If a line in the records below contains "ПРОЕЗД", copy that line.

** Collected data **
┏━━

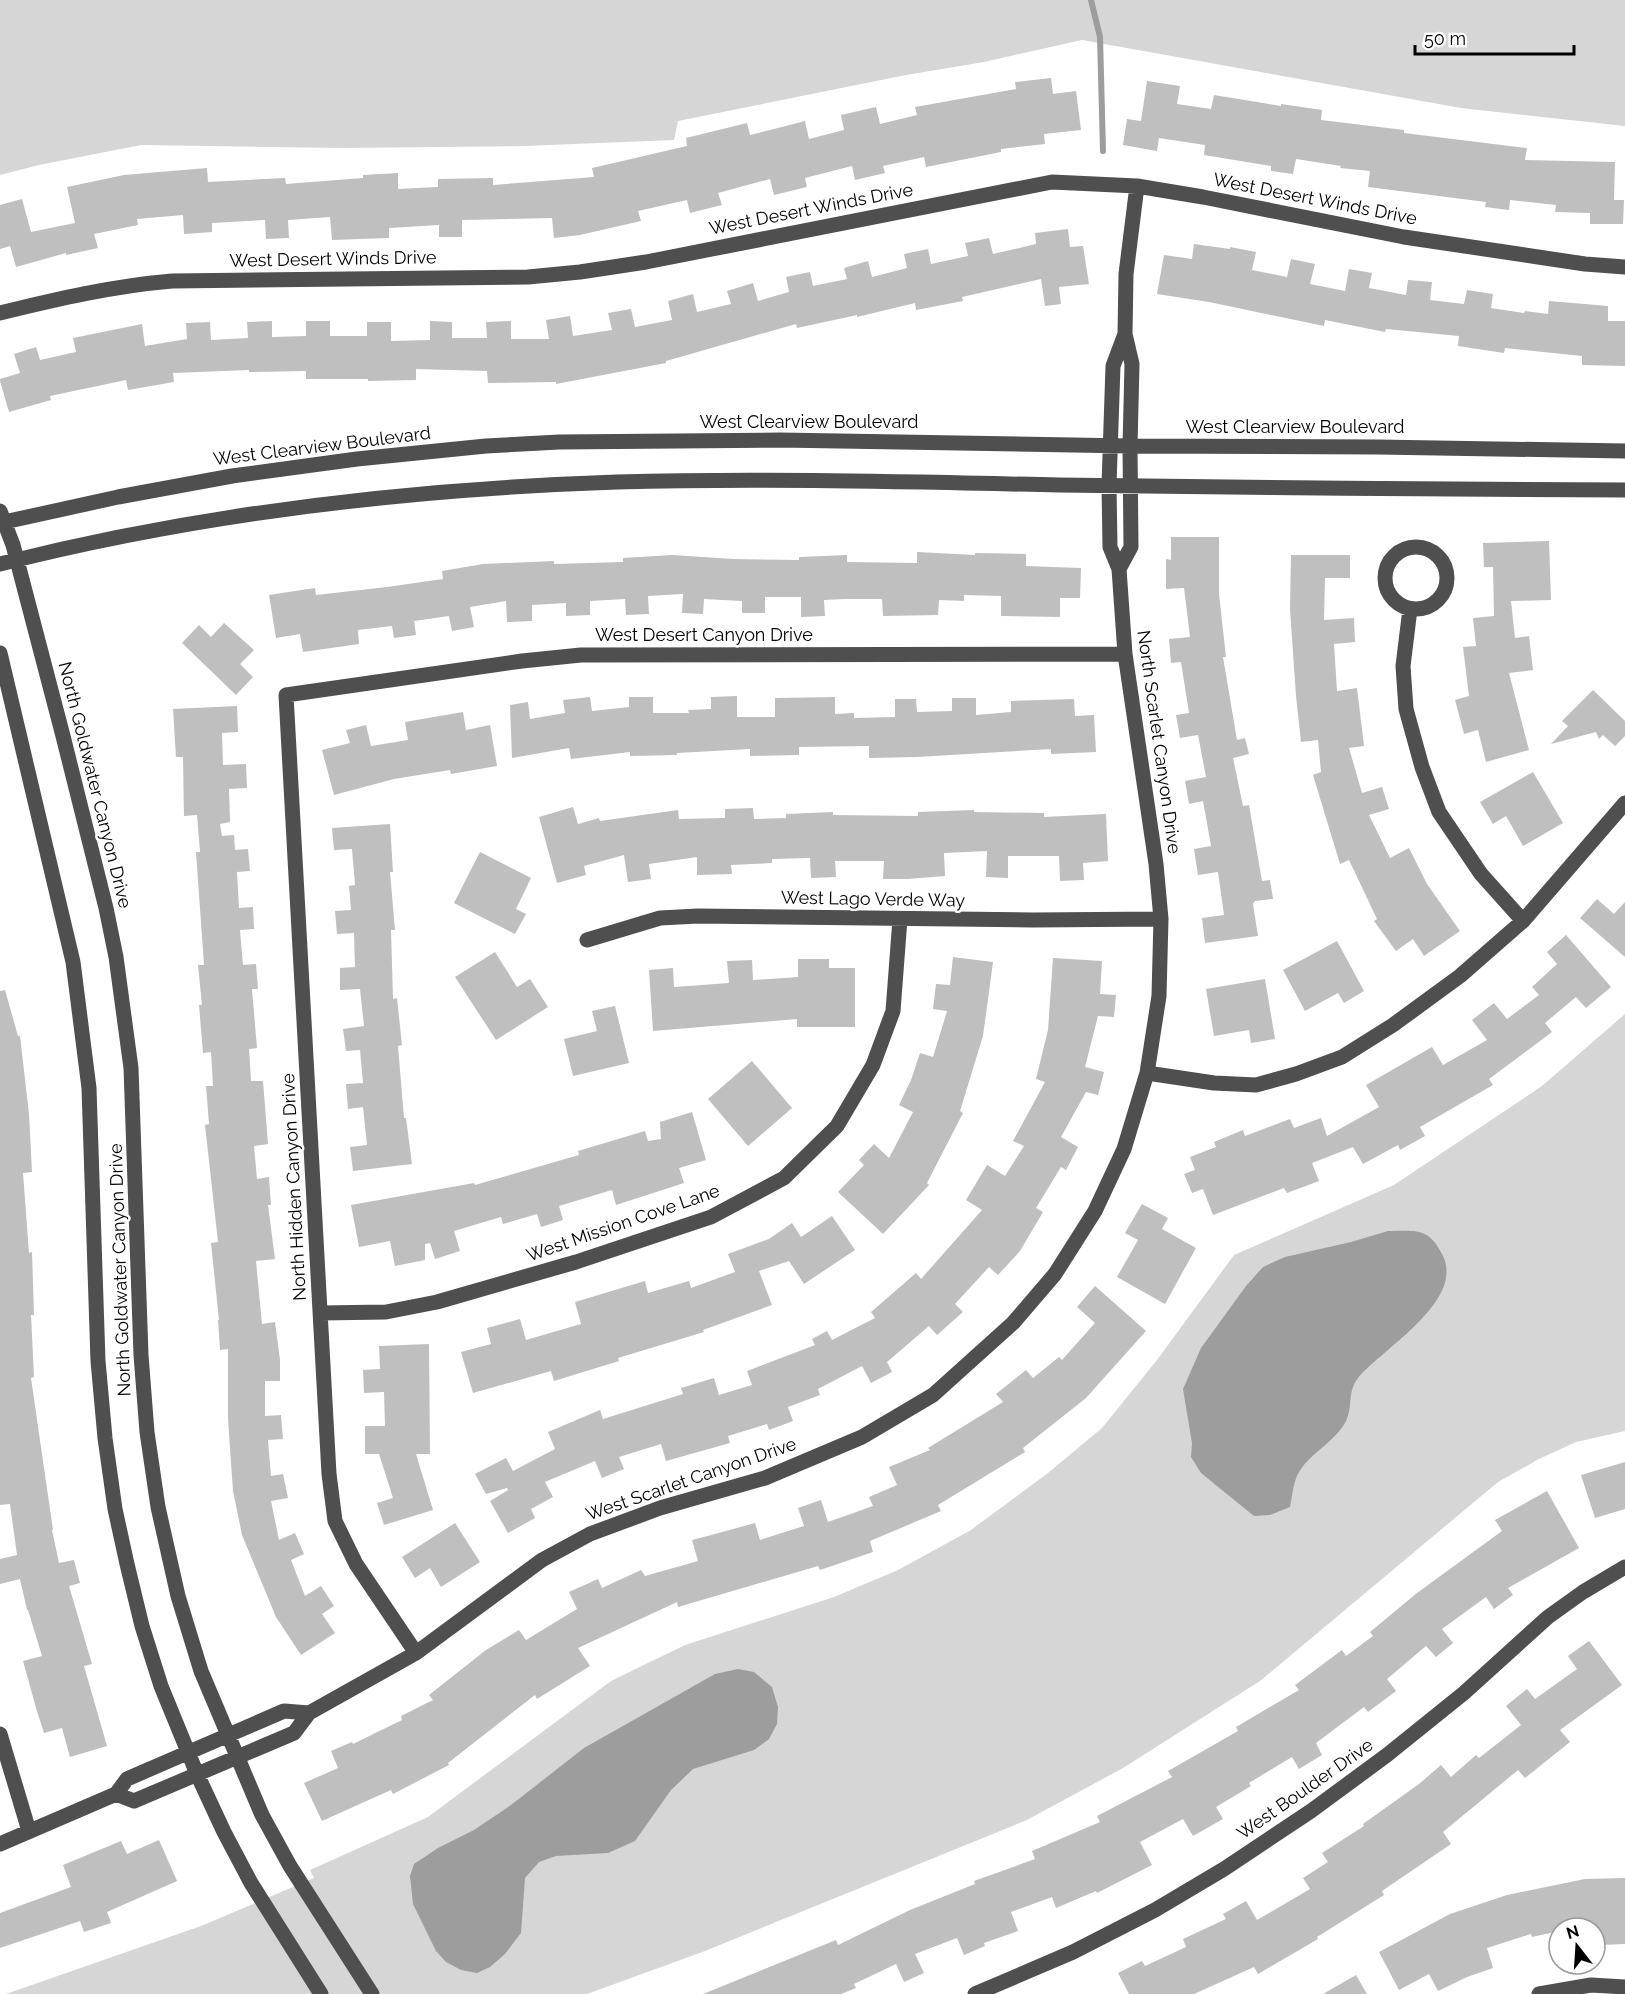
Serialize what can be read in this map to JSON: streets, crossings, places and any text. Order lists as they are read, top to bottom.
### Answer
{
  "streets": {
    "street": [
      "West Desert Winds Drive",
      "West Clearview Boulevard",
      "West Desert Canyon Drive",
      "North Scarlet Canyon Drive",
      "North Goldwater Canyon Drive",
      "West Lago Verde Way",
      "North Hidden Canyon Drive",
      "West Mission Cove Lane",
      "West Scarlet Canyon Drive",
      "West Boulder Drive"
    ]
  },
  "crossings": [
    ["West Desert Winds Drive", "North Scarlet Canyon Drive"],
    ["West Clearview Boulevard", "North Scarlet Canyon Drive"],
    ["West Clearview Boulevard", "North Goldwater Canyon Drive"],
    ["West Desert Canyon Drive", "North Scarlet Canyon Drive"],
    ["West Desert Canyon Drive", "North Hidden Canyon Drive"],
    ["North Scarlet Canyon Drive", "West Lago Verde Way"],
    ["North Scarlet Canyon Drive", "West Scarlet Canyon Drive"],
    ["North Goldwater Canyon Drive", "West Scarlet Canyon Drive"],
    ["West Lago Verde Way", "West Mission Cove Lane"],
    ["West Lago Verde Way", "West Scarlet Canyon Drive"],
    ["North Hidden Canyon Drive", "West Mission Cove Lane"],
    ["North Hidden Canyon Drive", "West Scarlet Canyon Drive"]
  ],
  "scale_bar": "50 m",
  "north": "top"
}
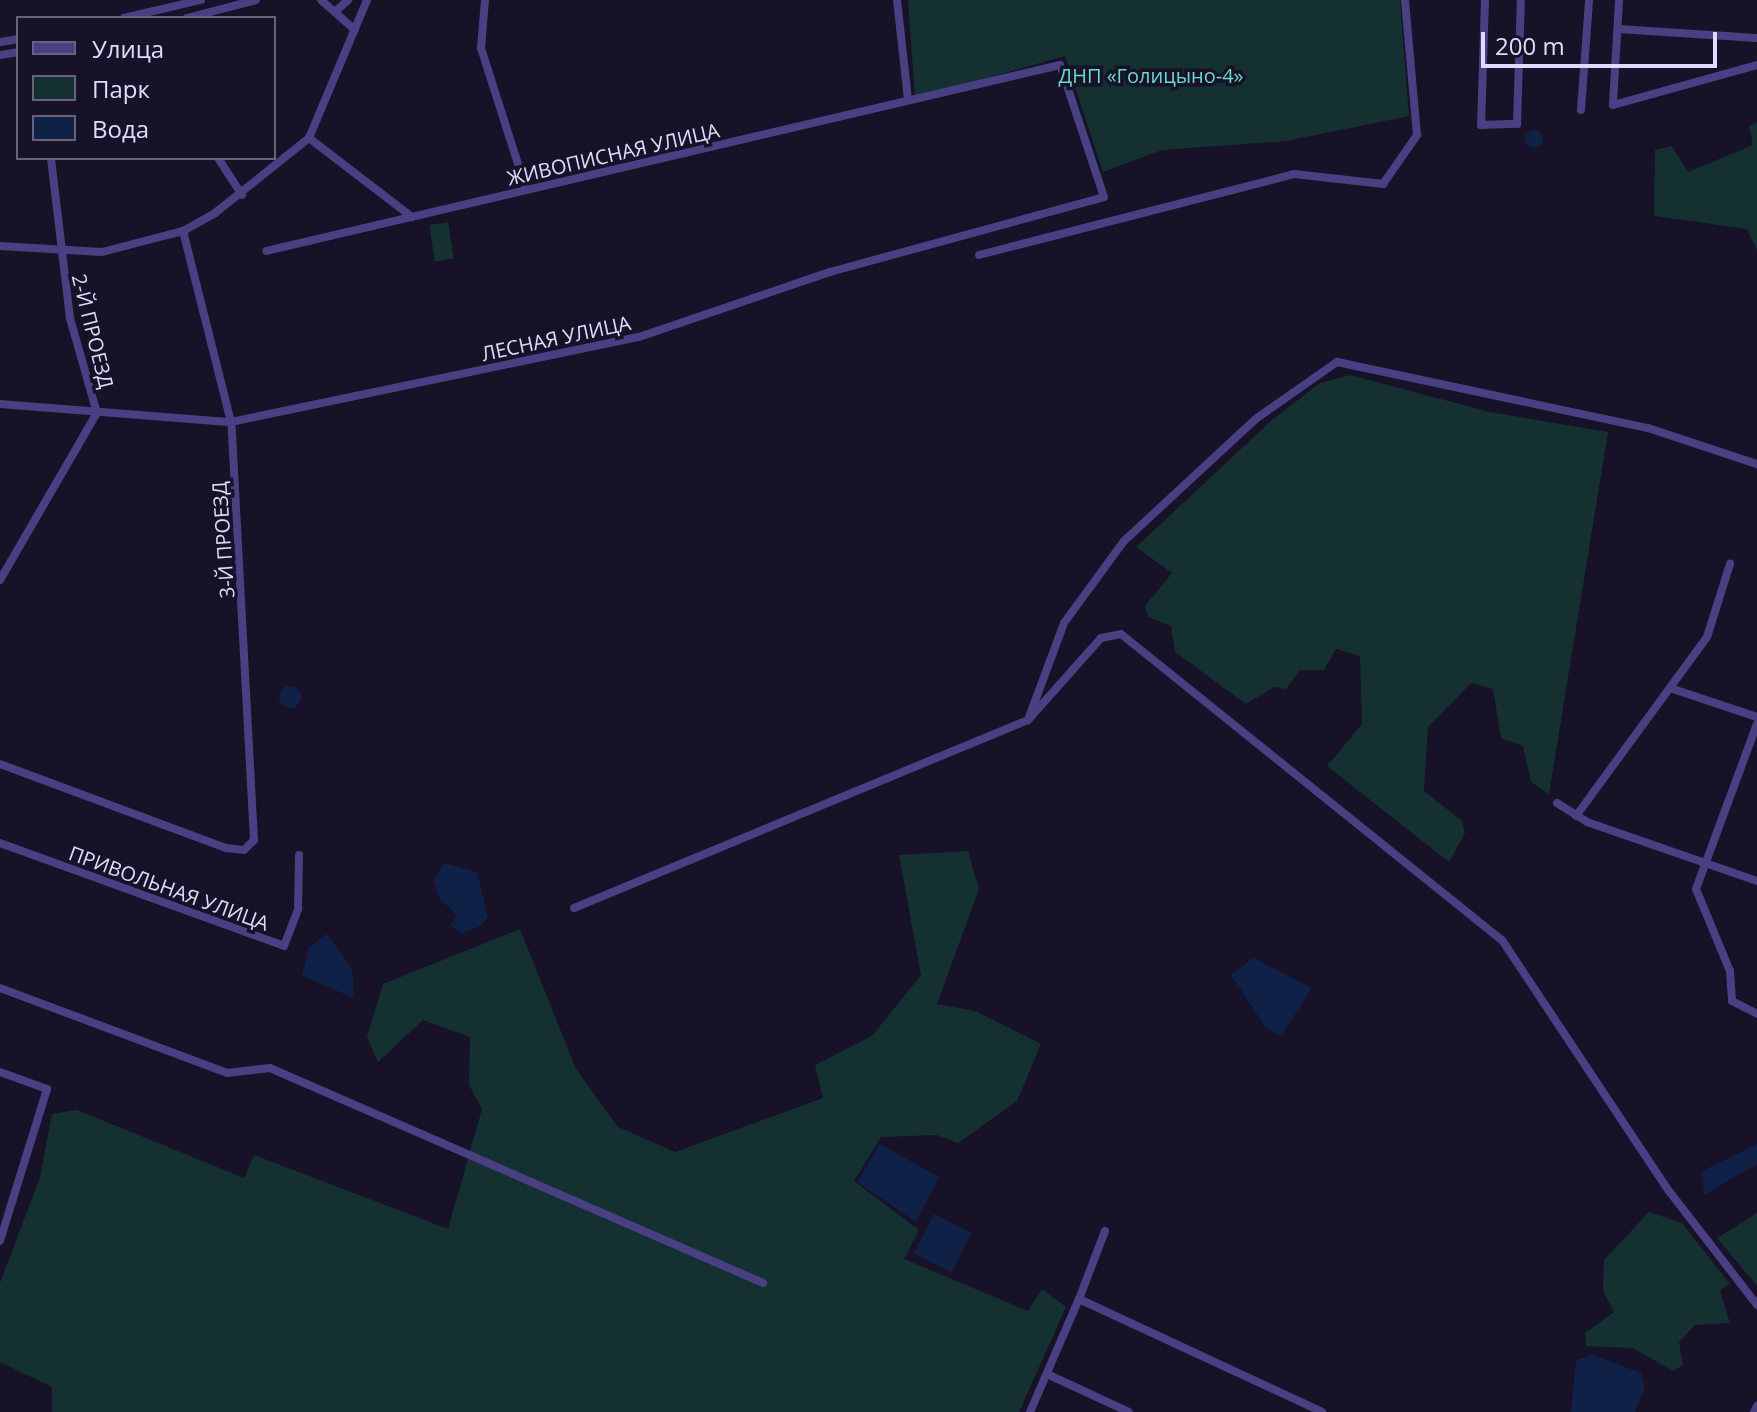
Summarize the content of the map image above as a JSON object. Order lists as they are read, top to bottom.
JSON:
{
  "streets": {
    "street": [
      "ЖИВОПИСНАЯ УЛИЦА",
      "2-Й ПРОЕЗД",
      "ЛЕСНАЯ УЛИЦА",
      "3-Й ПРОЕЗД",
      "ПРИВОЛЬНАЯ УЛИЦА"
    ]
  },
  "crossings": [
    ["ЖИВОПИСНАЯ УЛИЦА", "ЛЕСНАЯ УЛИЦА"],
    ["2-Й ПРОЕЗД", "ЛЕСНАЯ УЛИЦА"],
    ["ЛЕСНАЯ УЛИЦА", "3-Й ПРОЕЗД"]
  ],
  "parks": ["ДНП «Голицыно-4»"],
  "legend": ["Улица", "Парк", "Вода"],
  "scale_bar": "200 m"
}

┗━━

** EXERCISE RESULT **
      "2-Й ПРОЕЗД",
      "3-Й ПРОЕЗД",
    ["2-Й ПРОЕЗД", "ЛЕСНАЯ УЛИЦА"],
    ["ЛЕСНАЯ УЛИЦА", "3-Й ПРОЕЗД"]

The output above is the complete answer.